As the large English army moved into Essex, King Canute withdrew his forces from Hullbridge and they sailed to Burnham-on-Crouch and returned the women they had borrowed there to their homes and then helped occupy them. The English army, for it was more than just a Saxon army now, so many other fyrds had joined them, then took up a position on a hilltop called Ashingdon and they camped there and rested from their long forced march. Local fyrds were joining them as they rested so, Edmund was in no hurry to engage the Hraes’. But Canute could see the English getting stronger as they rested so, when Witch Hallveig arrived the evening of October Seventeenth, the king moved his army to the hilltop of Canewdon, two miles straight east of Edmund and he had his officers ride out and plant hazel poles in the valley between them for the next day’s battle. King Edmund sent out officers to adjust the poles a little further apart to adjust for the growing English army. It was a minor point, but it smacked of victory for the English. And Edmund knew that he needed every beneficial omen he could put on display for his men. They were all nervous. They heard rumours that a powerful witch had arrived from Norway, Halogaland, where the pagans still ruled some areas and they all knew they were in close proximity to the Unicorn scorn pole that had struck the legs out from under King Edmund’s father, King Athelred. Everyone in the English camp was on edge, especially the Earls. Many of the hostages that King Canute had maimed on the beaches of Sandwich were their sons and rumour had it that this witch from Norway was the same powerful necromancer that had put the curse on the scorn pole while they had been forced to watch the witchcraft.

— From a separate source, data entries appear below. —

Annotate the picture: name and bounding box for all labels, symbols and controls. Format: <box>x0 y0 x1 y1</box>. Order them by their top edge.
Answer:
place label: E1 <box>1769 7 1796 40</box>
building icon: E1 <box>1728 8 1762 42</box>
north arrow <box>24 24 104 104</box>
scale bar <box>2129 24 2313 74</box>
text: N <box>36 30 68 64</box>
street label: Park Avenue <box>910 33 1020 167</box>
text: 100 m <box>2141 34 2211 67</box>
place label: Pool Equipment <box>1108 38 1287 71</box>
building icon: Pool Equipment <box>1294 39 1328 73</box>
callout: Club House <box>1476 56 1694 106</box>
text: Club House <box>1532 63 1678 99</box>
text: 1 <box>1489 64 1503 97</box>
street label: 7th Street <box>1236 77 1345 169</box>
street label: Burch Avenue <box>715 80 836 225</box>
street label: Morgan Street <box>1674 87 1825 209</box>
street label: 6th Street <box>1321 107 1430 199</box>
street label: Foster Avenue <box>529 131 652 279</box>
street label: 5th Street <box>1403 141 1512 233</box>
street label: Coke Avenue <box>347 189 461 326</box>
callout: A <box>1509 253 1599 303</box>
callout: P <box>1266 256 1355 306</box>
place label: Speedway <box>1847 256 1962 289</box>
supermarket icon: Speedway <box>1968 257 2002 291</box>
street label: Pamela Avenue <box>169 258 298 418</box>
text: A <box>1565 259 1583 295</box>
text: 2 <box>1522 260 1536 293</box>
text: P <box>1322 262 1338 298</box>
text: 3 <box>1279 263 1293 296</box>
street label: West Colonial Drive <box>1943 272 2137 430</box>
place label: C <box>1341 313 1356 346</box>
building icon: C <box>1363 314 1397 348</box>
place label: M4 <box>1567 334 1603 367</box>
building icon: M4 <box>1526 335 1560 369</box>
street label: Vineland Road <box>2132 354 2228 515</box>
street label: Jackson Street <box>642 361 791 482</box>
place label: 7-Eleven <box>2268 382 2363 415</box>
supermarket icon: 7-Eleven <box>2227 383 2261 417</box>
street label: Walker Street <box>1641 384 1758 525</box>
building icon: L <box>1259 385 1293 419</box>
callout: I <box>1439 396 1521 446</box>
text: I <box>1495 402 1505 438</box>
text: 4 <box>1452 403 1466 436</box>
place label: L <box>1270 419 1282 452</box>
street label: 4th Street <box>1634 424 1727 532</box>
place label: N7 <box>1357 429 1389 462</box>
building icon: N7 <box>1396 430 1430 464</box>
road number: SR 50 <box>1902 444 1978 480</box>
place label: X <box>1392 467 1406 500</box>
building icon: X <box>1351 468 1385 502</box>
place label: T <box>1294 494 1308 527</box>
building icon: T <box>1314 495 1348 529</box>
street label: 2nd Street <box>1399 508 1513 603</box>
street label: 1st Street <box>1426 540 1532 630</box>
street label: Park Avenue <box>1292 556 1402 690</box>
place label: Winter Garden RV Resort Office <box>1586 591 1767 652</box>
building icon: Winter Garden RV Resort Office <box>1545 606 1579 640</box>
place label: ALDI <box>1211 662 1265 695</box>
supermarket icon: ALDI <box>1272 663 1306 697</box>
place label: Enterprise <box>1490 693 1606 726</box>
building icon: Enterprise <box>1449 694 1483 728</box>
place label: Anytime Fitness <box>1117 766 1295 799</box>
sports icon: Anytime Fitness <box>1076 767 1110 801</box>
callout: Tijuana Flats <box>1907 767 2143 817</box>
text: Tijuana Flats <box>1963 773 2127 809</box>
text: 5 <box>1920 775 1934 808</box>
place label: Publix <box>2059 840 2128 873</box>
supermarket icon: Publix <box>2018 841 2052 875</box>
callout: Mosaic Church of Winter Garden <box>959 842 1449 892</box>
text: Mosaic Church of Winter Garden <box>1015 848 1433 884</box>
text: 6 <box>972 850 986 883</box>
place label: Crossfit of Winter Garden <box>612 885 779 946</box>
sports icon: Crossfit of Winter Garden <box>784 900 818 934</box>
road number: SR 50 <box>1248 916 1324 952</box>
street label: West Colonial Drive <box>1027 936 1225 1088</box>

Witch Hallveig had pleaded with King Canute to delay the battle as the Prince had requested, but Valdy could only see the English camp growing stronger while his remained the same. “If the omens turn out to be good we’ll attack, if not, we’ll withdraw,” Valdamar told her. “My legions are not like the English. They attack in an orderly fashion and can withdraw in orderly fashion as well.”
“Still,” she pleaded. “You are a son of King Sweyn as well.”
“I have issued a command,” Canute said. “Proceed!”
Witch Hallveig took up a position dead center on the hill of Canewdon and she prepared a great silver bowl with gold trim on the ground in front of her while Jarl Eirik organized the arrangement of their forces for battle just west of her. The young chantreusses began dancing and singing in a circle around her and as spirits gathered, the weather started to turn. Clouds settled in and began to block out the bright sunlight. “Bring forth the sacrifices,” Hallveig ordered, making sure not to use their names. Soldiers brought forth two young warriors, the sons of King Sweyn by Princess Gyda that had been ordered by Jarl Eirik to join the campaign. Hallveig prayed that the weather would clear, but when it continued to darken she began to disrobe. She still had a part of the goddess Irpa in her and she looked much younger than her years and her body was that of a goddess in form and beauty and her skin glowed silver metal and all warriors wanted her. The sons of Sweyn were enraptured by her and she stood between them with a knife in each hand and the soldiers held the young men as she simultaneously slit their closest carotid arteries and the boys toppled forward, caught up by the soldiers and they bled their lives out into the great silver bowl. Hallveig washed her body with their blood as they lay dead at her feet and her nipples grew very erect as she washed her breasts and the berserks amongst the warriors gathered round began howling and going into fits and very black clouds appeared in the north over Ipswich and they moved south towards Ashingdon.
Jarl Eirik had arranged Canute’s two Hraes’ mobile legions across the center of the field and had put his Vikings on their right and the Jomsvikings on their left. One rank of Hraes’ Valkyries he spread across the very back of the full formation and he placed the Hraes’ heavy cavalry of the legions on each of their respective flanks.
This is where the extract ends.